# kölln session am 29.5.



## -=:trialsMAX:=- (19. Mai 2005)

sooo damits jeder mitkriegt.
am 29.5. is in köln ne trialsession in köln.
treffpkt. 12uhr am hauptbahnhof.
wer kommt??
Max
P.s. dat janze wurde schon im köln bonn mal richtig rocken thread beredet nur irgendwie hats keiner mitbekommen, also deswegen nuer thread


----------



## -=:trialsMAX:=- (19. Mai 2005)

yoo max, gute idee, du bist der mann, also ich komme mit zwei anderen, mit dem zoo trialer und dem phillipppp.
biss dannnn


----------



## MTB-News.de




----------



## Moppel_kopp (19. Mai 2005)

hi, also ich würde noch gerne kommen(vielleicht noch nen freund mit bringen)
aber bin en richtiger noob   
also wenn ihr nix dagegen habt und ich noch schnell geld fürs ticket gammeln kann komme ich gerne

mfg. Fabian


----------



## Schlingsi (19. Mai 2005)

entscheidet sich spontan


----------



## Levelboss (19. Mai 2005)

Ich bin dabei


----------



## bike-show.de (19. Mai 2005)

Hallo zusammen,

ich bin nächstes Wochenende auch zufällig in Köln. Ich würde dann auch mitfahren. Wäre prima, wenn Ihr das hier postet, wenn sich was ändert.

Bis dann,

Basti


----------



## tommytrialer (19. Mai 2005)

ich bin paar kilometer weiter in essen
sorry


----------



## Scrat (19. Mai 2005)

Jo, ich bin wohl auch in Essen 

Servus, Thomas


----------



## trialsrider (20. Mai 2005)

Hallo..... hier sollen die leute reinschreiben die kommen!
Nicht die alle die nicht kommen!   
Die interessieren nämlich nichts und niemanden!   

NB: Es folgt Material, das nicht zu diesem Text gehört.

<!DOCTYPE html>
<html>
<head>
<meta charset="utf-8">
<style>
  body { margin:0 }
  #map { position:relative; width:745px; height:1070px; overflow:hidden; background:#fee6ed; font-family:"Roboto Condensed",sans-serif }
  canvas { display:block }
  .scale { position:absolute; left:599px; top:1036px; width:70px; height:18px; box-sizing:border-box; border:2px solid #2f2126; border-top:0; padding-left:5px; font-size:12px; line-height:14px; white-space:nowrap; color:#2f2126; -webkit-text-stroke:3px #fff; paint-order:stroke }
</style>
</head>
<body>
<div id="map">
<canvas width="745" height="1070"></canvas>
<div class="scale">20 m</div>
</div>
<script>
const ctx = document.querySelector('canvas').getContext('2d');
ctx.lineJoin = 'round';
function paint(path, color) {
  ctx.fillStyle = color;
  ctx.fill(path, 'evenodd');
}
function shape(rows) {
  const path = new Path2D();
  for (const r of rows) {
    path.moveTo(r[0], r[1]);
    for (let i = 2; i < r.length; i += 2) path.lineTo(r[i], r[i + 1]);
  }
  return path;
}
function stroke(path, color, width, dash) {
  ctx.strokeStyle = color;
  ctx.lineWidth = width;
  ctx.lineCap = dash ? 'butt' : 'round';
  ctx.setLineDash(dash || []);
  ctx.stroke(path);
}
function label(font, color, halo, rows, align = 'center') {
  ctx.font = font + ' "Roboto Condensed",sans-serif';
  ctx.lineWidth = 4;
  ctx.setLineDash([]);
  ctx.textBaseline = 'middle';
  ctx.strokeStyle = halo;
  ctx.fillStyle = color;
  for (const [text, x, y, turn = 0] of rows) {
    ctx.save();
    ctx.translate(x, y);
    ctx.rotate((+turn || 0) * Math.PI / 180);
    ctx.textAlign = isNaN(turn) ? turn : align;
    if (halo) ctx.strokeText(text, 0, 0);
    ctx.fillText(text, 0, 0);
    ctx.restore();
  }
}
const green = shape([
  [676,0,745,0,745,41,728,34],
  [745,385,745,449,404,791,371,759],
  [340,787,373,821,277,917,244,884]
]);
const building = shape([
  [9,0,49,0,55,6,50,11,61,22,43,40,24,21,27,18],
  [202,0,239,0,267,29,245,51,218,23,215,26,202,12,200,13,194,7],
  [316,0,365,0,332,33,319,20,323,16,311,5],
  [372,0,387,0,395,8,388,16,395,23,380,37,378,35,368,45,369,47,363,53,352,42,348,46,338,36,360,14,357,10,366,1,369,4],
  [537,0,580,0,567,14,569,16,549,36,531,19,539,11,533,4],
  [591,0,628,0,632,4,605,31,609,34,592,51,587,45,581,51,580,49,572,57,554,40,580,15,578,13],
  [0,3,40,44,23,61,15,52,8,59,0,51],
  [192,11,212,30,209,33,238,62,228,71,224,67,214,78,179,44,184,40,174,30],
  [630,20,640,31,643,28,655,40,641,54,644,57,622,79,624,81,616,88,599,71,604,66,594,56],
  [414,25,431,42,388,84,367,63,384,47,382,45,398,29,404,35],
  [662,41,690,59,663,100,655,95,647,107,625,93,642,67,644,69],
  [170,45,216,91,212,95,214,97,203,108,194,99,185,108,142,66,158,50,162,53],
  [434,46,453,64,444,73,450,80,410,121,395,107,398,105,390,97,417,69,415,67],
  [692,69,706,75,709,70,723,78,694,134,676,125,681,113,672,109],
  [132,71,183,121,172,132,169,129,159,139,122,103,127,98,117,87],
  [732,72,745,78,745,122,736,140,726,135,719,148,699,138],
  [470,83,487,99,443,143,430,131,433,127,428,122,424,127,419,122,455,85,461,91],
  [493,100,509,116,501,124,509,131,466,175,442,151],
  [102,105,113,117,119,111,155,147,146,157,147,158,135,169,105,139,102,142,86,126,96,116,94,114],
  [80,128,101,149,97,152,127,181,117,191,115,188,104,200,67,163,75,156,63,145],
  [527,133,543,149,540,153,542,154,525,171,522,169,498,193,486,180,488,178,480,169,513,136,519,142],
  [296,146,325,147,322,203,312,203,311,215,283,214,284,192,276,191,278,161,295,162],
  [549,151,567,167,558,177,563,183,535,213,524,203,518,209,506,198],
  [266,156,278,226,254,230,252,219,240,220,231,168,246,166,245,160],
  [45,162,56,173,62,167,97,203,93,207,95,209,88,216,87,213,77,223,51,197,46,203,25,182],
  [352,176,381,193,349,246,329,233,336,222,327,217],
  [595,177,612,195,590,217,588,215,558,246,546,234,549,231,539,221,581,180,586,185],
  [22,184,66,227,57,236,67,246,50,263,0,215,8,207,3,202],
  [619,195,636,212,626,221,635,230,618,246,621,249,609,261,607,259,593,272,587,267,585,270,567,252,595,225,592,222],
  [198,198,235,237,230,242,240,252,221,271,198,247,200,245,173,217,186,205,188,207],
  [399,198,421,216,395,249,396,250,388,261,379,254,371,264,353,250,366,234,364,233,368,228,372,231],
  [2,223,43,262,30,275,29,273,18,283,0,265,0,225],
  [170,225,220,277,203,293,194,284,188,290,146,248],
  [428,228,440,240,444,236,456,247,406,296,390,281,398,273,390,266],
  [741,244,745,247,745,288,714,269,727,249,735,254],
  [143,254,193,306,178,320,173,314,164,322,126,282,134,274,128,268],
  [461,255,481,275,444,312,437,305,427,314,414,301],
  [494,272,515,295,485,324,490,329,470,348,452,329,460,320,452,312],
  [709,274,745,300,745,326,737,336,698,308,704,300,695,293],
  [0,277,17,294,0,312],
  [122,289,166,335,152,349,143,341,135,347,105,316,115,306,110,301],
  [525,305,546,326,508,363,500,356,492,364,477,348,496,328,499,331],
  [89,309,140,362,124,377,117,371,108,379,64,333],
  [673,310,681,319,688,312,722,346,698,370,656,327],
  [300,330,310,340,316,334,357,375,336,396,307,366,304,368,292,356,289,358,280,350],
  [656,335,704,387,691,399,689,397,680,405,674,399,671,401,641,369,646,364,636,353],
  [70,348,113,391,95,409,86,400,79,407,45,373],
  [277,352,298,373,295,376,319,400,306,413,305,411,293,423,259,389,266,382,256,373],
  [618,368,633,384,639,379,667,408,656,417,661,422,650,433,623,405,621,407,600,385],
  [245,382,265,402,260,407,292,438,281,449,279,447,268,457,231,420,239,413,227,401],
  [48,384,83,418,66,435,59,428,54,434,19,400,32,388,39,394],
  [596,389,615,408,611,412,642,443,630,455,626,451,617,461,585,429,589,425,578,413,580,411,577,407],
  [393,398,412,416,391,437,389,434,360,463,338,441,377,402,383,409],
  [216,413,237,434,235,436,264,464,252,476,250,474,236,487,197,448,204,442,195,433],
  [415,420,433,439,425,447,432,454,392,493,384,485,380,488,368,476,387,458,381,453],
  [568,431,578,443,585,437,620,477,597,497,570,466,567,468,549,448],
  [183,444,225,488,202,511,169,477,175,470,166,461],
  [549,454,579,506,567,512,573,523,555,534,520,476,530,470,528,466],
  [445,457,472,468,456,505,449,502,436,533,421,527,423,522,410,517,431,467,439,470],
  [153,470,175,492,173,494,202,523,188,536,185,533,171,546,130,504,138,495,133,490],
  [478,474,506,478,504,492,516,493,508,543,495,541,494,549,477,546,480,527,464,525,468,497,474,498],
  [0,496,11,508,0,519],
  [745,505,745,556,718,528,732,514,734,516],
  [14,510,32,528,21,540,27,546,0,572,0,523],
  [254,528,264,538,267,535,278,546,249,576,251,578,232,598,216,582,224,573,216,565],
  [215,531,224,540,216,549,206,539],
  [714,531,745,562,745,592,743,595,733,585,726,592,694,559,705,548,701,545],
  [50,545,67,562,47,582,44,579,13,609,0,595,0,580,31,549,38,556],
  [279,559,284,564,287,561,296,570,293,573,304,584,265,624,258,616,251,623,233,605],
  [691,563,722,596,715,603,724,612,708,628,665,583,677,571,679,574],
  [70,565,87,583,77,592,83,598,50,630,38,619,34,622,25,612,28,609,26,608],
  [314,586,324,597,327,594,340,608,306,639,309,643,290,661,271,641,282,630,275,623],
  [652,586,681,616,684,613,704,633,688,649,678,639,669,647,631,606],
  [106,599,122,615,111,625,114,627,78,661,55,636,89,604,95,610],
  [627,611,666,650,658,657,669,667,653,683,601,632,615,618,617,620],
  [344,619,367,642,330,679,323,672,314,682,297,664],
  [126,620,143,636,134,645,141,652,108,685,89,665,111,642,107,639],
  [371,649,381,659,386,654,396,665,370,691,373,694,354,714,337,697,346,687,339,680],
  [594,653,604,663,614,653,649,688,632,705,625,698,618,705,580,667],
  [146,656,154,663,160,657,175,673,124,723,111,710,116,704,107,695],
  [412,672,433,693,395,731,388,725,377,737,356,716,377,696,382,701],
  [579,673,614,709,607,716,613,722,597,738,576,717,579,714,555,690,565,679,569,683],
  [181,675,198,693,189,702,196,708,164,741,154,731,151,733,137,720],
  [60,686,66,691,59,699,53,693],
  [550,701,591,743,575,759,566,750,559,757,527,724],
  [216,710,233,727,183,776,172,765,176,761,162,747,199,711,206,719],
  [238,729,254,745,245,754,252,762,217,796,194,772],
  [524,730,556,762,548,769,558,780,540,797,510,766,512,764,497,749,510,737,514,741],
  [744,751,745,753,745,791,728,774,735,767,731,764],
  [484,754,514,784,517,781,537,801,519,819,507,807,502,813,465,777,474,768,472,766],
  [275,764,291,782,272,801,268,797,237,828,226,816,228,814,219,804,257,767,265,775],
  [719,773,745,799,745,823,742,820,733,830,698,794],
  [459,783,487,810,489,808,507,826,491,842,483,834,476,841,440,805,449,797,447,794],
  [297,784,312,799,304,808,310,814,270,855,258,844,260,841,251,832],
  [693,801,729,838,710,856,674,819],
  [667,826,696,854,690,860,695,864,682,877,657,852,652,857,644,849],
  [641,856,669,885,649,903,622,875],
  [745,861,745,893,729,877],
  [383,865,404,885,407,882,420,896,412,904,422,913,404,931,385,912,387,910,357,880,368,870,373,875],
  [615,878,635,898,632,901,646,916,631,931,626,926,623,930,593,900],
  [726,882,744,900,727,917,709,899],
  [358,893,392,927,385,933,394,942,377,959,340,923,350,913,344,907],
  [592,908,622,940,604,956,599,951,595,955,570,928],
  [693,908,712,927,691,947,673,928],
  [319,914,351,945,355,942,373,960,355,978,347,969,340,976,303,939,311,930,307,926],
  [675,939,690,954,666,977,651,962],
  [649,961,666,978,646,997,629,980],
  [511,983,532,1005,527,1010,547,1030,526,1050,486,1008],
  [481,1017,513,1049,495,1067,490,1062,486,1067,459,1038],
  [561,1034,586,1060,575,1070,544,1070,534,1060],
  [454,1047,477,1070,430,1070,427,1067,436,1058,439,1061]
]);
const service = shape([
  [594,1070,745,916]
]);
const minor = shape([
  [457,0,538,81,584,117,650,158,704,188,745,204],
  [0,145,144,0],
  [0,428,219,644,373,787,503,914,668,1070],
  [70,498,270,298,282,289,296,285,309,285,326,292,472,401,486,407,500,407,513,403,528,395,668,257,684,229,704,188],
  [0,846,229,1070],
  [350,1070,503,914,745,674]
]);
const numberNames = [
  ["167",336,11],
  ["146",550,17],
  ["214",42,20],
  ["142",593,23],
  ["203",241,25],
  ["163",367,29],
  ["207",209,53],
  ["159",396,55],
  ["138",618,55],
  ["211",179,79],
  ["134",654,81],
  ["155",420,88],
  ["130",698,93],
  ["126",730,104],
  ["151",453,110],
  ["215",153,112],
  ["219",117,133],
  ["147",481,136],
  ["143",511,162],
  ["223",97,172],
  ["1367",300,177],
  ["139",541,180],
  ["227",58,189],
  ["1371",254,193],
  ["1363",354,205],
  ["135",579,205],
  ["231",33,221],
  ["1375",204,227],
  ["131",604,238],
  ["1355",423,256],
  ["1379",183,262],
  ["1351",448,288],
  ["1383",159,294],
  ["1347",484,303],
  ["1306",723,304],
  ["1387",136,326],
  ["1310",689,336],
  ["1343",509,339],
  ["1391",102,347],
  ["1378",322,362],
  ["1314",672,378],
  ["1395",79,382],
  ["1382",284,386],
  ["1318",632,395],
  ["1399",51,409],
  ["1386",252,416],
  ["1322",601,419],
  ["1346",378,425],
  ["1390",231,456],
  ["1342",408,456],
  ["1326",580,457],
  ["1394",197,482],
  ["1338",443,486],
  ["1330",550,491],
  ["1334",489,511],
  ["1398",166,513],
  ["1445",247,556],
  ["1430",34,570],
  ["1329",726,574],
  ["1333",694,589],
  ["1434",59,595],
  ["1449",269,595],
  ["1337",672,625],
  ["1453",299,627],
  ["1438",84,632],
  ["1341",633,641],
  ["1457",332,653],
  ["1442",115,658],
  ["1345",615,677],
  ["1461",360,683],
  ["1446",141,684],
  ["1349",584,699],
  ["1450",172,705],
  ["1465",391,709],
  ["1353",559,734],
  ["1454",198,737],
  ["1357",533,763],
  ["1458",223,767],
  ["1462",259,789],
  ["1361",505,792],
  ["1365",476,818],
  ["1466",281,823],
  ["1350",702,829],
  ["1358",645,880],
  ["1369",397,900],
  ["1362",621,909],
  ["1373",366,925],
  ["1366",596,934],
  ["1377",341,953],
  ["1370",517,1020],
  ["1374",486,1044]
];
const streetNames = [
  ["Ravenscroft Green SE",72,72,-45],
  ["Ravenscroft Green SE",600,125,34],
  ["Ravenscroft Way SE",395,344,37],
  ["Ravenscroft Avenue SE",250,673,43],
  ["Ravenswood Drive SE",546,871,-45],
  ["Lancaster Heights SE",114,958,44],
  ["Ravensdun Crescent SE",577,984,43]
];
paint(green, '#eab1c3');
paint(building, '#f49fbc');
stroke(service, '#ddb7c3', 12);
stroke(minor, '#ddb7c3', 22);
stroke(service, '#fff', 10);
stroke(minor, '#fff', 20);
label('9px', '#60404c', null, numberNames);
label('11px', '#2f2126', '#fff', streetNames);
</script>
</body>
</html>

Ich komm auch mit "the glue"
Und vlt.2 Streetfahrern
und nem Capoeira typen der zeigt dann was so ohne Rad geht!   

Also bis denn!

 Super Idee max mit dem Thread!


----------



## theglue (20. Mai 2005)

Jawoll!


----------



## ZOO!-Trialer (20. Mai 2005)

trialsrider schrieb:
			
		

> und nem Capoeira typen der zeigt dann was so ohne Rad geht!



naa da bin ich mal gespannt.   

Jan


----------



## MTB-News.de




----------



## biketrialer (20. Mai 2005)

bin auch am start!!  
toto


----------



## trialsrider (20. Mai 2005)

ZOO!-Trialer schrieb:
			
		

> naa da bin ich mal gespannt.
> 
> Jan



Ja darfst auf jeden gespannt sein wenn er mitkommt!   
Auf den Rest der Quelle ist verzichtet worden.